Friday, March 14, 2014

The two Jakes



For all the compelling enigmas permeating Quebec director Denis Villeneuve’s latest and finest film (all arachnid appearances are duly noted), there is something pleasingly unambiguous about its title. Mining an anxiety so primal as to require no explanation within the film itself, Enemy is about the terror of seeing yourself duplicated, of discovering another with your face and voice trespassing upon your singularity, a forced mirror relieving you of the consolations of uniqueness while reminding you of all your failures in this life. But it’s also, very cleverly, a movie about the psychic perils of watching movies, making it that much more apt that it features an American movie star at its double-centre. Identify with the hero at your own risk.


Loosely adapted from José Saramago’s The Double—or, to translate its original Portuguese title literally, The Duplicated Man—by Javier Gullón, Enemy follows Adam Bell (Jake Gyllenhaal), a history professor, as he distractedly goes about having unintentionally rough sex with his girlfriend (Mélanie Laurent) or lecturing on dictatorships and their control over individual expression. What’s distracting him? Maybe it’s his burgeoning depression, some new unease with his seemingly anonymous existence, exemplified above all by his boxy apartment, a place that barely seems inhabited. Desperate for even the most fleeting escape, he accepts a co-worker’s advice and rents an inane comedy on DVD. He watches the movie, goes to bed, and dreams of the movie. It’s only when replaying the movie in his dream that he recognizes the actor in the miniscule role of a bellboy. His name is Anthony St. Clair (Jake Gyllenhaal), and he looks like Adam and sounds like Adam, and Adam immediately understands that he’s no choice but to find him.


A man sees his doppelgänger in a movie. I said to be wary of identification, but the truth is that our surrogate in Enemy isn’t Adam but, rather, Helen (Sarah Gadon), Anthony’s pregnant wife, the only person in the movie able to fully appreciate the uncanny resemblance between the men. One of the smartest things in Gullón’s script is the space left in the story for Helen to occupy; one of the smartest things in the casting is the selection of Gadon, who’s of late turned up in numerous high-profile Canadian films yet never to such marvellous effect. Her Helen is both alarmed and complicit in the meeting and negotiations between the two Jakes. She’s highly active yet in a state of shocked suspension. Gyllenhaal is in excellent form, offering an array of incrementally layered reaction shots—several of which are reactions to his own actions. Villeneuve and editor Matthew Hannam allow their lead to hog the screen, as though trapped in a hall of mirrors. It’s less a stunt performance than a perfectly gauged exercise in an actor’s most solipsistic nightmare.
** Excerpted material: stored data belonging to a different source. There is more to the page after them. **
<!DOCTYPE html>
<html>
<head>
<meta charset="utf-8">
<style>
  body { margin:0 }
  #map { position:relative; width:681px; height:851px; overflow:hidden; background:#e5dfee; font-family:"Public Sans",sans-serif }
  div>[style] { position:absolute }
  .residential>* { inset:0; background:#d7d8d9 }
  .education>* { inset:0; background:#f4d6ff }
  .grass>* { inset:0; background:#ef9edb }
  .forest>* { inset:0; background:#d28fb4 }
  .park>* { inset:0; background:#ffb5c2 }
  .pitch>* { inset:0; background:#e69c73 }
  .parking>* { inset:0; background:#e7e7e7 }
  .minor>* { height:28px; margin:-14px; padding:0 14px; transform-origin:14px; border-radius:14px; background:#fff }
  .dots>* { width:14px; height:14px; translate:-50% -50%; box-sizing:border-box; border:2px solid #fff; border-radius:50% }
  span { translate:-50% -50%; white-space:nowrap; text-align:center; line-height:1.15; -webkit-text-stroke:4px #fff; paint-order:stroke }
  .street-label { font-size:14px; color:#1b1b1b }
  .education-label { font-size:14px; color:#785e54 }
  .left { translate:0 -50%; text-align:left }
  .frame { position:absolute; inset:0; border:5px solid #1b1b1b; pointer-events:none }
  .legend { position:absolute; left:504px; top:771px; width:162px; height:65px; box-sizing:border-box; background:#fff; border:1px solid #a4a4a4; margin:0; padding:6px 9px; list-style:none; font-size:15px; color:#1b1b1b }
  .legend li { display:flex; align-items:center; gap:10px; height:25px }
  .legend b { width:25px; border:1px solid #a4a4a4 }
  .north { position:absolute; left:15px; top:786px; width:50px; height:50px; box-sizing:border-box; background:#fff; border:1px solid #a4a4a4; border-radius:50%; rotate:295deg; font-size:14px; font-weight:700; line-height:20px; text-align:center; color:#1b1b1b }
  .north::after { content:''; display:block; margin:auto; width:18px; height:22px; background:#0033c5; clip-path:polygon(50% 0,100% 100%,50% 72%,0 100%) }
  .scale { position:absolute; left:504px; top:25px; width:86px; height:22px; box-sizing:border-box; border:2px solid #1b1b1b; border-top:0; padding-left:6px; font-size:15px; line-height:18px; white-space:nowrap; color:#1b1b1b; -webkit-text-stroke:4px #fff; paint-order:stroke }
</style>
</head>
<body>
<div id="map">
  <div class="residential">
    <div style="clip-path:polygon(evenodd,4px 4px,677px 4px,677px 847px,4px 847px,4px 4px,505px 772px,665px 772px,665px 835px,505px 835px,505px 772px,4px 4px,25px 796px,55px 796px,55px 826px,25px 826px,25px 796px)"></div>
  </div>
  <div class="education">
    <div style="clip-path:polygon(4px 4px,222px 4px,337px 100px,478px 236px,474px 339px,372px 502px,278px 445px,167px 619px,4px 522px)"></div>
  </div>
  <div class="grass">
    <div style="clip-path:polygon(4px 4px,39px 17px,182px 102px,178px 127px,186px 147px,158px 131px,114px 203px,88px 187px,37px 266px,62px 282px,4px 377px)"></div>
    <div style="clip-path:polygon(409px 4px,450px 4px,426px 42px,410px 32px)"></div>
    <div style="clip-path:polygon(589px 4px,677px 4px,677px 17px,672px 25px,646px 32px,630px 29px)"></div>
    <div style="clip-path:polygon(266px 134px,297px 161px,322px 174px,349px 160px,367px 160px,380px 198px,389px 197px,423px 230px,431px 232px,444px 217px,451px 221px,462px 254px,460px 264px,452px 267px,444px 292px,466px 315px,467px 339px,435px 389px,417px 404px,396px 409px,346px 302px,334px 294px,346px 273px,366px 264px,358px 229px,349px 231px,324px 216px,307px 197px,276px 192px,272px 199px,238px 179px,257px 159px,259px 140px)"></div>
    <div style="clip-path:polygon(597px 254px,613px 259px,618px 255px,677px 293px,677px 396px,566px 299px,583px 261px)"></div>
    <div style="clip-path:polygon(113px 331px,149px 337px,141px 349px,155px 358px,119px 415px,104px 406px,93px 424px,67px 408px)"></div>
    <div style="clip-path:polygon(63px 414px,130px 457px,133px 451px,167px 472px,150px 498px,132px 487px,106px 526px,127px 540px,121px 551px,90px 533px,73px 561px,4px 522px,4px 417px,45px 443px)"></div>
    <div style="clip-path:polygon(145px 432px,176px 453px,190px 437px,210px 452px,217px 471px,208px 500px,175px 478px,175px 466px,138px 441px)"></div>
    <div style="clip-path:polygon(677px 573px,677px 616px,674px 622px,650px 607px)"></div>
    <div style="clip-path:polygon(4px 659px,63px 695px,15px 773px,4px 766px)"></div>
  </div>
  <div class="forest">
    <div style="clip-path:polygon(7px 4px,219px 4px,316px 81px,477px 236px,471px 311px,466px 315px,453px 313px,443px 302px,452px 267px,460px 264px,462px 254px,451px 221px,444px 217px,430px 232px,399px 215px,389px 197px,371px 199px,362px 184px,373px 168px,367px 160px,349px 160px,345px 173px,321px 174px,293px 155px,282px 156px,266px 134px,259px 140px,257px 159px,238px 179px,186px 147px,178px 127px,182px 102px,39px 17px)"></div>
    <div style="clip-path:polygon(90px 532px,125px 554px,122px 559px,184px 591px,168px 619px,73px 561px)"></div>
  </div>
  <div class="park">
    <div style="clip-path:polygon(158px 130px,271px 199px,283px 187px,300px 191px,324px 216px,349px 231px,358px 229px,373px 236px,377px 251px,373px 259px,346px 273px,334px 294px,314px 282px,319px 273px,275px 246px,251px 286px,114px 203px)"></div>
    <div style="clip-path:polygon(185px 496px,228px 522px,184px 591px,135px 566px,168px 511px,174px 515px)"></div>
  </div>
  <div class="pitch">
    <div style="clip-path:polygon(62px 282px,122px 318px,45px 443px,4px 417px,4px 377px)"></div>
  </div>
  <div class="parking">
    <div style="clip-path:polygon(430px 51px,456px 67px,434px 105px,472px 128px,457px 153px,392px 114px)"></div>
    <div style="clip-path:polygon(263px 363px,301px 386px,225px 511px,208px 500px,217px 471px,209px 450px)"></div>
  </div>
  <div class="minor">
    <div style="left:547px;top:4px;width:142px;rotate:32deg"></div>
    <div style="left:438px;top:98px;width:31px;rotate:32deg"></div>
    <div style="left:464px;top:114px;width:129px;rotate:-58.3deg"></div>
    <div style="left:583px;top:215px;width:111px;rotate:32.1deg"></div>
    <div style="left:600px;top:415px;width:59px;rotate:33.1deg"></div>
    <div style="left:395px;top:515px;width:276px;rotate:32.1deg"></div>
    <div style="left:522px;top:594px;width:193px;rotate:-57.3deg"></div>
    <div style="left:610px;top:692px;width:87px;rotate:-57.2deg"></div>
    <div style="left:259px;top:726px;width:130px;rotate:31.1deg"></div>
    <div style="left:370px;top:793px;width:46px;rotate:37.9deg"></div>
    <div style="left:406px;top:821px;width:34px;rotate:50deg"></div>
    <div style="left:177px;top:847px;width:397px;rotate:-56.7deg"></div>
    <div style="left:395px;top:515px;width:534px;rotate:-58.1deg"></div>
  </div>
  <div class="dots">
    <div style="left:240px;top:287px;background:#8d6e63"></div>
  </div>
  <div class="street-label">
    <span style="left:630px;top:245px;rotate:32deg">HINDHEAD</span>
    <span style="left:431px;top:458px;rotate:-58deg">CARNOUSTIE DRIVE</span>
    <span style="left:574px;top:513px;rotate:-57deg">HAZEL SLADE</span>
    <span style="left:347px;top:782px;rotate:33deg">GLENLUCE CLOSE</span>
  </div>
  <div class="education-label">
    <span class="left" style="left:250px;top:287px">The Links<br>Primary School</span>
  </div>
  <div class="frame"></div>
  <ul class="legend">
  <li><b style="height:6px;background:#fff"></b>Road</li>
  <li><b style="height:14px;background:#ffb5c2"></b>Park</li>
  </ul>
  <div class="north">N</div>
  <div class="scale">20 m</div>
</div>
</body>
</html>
But the real masterstroke of Enemy might be the casting of Toronto—a sort of enemy city for many Canadians, not least among them Quebeckers. There’s not a single glimpse of Toronto’s charms or history or funk in Enemy. Instead, Villeneuve maximizes the hard, monolithic coldness of the Gardiner freeway, of the financial sector’s blandest skyscrapers, of the University of Toronto’s brutalist campus, rendering Adam/Anthony’s world one of looming eeriness and reflective surfaces. The world of Enemy is highly subjectivized, perfectly recognizable yet strange. Did it become strange because of Adam/Anthony’s chance encounter? Is this town not big enough for the both of them?